*By Nicolas Gambardella*

The latest statistics from Israel and the UK on COVID-19 in vaccinated and unvaccinated populations are getting viral. One of the main reasons for this success in some circles is that they apparently show that the vaccines against the COVID-19 virus are no longer effective! This is, of course, not the case. While the circulating antibodies triggered by a vaccination course seem to decline with a half-life of about six months, the protection remains very strong against disease, mild or severe. The protection against infection is also still robust during the first months after vaccination, whatever the variant. What could then explain the apparent paradoxical result that people die from COVID-19 as frequently in vaccinated populations as in unvaccinated ones? Several factors might be involved. For instance, in most datasets used to compute effectiveness, unvaccinated pre-infected people are not removed. However, today I would like to highlight another reason because I think it is a trap in which casual data analysts fall very frequently: The Simpson’s paradox.
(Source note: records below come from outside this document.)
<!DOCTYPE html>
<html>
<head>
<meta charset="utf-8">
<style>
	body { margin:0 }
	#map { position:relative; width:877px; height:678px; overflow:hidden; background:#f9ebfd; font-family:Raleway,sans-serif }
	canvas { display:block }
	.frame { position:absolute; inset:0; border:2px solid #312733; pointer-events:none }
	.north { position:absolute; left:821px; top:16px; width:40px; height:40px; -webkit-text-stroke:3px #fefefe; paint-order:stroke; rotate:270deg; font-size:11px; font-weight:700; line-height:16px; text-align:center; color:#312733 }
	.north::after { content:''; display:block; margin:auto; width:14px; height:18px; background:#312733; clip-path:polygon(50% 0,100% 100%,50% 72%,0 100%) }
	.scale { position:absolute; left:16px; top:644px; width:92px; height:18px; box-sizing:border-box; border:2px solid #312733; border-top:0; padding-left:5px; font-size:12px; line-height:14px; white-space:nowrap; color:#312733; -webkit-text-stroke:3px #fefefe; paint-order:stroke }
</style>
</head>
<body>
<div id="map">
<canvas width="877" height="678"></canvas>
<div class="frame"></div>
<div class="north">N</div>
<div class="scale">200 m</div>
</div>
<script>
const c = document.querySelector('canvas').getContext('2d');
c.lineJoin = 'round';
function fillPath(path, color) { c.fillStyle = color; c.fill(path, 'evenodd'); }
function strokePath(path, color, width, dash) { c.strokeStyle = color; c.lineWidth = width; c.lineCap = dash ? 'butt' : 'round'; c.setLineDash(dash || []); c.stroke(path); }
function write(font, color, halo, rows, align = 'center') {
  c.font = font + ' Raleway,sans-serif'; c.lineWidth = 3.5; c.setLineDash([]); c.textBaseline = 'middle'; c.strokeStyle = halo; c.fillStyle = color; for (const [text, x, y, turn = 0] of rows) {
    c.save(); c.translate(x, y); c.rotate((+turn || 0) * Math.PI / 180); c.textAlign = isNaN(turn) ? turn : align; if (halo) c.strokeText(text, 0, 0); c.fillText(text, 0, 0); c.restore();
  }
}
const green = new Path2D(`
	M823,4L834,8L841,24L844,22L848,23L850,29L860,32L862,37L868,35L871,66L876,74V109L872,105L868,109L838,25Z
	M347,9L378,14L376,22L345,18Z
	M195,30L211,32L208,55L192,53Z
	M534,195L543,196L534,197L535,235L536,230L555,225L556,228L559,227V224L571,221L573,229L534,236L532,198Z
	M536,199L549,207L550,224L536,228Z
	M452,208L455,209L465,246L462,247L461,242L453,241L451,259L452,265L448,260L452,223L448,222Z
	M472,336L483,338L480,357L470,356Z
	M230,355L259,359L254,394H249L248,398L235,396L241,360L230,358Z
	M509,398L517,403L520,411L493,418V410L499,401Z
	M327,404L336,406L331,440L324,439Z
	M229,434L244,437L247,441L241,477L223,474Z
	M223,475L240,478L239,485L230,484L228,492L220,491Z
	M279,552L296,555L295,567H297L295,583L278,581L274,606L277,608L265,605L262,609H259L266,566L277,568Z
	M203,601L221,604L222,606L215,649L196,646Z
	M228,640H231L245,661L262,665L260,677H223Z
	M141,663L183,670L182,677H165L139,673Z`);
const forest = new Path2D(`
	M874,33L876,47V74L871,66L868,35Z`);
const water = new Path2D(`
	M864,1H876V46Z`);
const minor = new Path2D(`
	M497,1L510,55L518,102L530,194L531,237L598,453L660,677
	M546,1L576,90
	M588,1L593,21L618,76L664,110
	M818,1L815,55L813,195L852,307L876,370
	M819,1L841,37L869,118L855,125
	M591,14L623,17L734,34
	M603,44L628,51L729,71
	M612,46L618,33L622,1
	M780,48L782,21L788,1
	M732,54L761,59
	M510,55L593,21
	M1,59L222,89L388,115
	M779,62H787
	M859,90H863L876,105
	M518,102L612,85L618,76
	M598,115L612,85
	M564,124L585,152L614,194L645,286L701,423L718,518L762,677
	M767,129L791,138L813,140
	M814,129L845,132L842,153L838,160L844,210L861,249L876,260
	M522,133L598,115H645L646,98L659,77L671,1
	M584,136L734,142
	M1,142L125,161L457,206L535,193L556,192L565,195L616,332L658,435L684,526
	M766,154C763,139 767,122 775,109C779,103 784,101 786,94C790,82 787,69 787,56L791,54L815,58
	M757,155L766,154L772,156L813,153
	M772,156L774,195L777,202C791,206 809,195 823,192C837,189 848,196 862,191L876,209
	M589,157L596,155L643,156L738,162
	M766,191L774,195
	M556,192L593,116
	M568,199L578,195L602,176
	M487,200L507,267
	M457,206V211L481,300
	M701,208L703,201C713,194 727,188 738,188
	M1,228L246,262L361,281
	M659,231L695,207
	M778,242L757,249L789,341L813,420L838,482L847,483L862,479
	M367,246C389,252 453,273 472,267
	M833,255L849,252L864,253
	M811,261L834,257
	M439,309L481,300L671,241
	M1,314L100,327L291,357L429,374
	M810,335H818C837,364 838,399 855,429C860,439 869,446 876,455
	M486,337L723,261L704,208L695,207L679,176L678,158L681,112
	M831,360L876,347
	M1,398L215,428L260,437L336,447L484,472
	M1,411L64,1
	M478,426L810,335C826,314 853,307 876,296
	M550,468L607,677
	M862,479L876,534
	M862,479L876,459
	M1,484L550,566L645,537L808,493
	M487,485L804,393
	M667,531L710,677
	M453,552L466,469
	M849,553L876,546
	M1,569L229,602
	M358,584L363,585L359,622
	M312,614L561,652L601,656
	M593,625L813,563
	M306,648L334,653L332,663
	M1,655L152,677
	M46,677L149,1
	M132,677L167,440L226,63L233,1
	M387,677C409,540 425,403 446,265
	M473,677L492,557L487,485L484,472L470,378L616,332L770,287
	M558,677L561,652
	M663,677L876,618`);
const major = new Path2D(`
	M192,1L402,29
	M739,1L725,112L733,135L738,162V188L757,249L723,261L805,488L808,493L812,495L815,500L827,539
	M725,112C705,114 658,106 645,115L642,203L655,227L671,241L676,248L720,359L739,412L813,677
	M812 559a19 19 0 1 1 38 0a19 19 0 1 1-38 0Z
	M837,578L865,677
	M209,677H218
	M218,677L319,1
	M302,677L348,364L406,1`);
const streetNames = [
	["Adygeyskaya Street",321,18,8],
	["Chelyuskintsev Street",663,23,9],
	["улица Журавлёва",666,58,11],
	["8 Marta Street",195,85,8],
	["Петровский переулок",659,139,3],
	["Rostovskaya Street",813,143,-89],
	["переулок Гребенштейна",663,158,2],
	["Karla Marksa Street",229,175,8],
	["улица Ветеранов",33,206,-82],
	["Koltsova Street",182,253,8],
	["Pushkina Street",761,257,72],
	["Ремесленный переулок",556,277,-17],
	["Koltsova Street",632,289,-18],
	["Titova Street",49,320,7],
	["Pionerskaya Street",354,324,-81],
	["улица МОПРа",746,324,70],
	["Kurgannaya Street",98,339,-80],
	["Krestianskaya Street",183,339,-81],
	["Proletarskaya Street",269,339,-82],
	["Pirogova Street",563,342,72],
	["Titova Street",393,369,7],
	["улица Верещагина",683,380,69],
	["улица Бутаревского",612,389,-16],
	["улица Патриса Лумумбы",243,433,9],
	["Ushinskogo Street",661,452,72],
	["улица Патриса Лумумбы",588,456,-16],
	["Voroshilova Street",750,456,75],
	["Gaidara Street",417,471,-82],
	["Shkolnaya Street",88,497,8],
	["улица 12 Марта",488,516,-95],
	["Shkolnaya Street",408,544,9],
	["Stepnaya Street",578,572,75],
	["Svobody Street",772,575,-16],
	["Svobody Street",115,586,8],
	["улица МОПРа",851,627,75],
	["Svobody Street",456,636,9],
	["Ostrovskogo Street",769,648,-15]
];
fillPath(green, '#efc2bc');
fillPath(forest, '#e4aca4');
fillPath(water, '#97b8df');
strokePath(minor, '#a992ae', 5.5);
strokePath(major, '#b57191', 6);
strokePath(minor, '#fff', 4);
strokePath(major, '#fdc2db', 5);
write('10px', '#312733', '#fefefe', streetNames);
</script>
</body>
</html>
The Simpson’s paradox is a situation where a trend present in several subpopulations disappears or even reverts when all those populations are pulled together. This is often due to hidden confounding variables. The situation is well illustrated in the following figure obtained from Wikimedia commons. While the correlation between Y and X is positive in each of the five subpopulations, this correlation becomes negative if we do not distinguish the subpopulations.

What about the vaccination against SARS-CoV-2? Jeffrey Morris explains on his blog the impact of Simpson’s paradox on the analysis of Israel data in a precise and enlighting manner, way better than I could. However, his excellent explanation is relatively long and detailed. So I thought I could give a short version here, with an imaginary, simplified, albeit realistic population.

As discussed in a past post, the crucial data here is the age structure of the population. To simplify, we’ll take a pretty simple age pyramid, close to what we observe in developed countries, i.e., homogenous with only a decrease on top, here 1 million people per decade, and 1 million for everyone over 80.

The first important variable is the rate of vaccination. Because vaccination campaigns started with the elderly populations, and that vaccine hesitancy strongly decreases with age, the vaccination rate is much lower in younger populations.

The second important variable is the disease’s lethality – the Infection Fatality Rate – for each age group. Here as well, the IFR is much lower in the younger group. And here lies the crux of the problem: rate of vaccination and IFR **are not independent variables**; both are linked to age.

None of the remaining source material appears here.